(Material for this exercise Opens)
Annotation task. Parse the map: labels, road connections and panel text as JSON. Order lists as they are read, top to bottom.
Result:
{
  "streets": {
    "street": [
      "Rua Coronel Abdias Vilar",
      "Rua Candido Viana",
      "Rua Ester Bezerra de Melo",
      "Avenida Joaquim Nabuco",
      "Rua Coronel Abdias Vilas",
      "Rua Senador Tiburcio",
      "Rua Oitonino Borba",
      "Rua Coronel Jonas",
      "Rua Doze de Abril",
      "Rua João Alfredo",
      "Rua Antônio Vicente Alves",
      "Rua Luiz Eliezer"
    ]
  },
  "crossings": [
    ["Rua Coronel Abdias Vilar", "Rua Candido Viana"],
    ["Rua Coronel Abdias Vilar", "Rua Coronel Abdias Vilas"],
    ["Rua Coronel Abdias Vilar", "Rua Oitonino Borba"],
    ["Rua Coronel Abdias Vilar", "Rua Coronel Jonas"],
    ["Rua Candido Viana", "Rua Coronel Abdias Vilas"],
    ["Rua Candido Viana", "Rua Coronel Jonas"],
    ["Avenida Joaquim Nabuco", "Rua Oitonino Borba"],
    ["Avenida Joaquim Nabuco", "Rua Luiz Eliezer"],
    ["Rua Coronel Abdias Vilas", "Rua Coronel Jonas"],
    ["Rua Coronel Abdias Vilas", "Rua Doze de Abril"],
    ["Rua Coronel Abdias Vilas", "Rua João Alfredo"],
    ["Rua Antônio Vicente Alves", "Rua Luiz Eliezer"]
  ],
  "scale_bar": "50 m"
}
(Material for this exercise Closes)
● Directions for this task:
In the entries above, find each line with the word "Luiz" and copy it.

● Exercise output:
      "Rua Luiz Eliezer"
    ["Avenida Joaquim Nabuco", "Rua Luiz Eliezer"],
    ["Rua Antônio Vicente Alves", "Rua Luiz Eliezer"]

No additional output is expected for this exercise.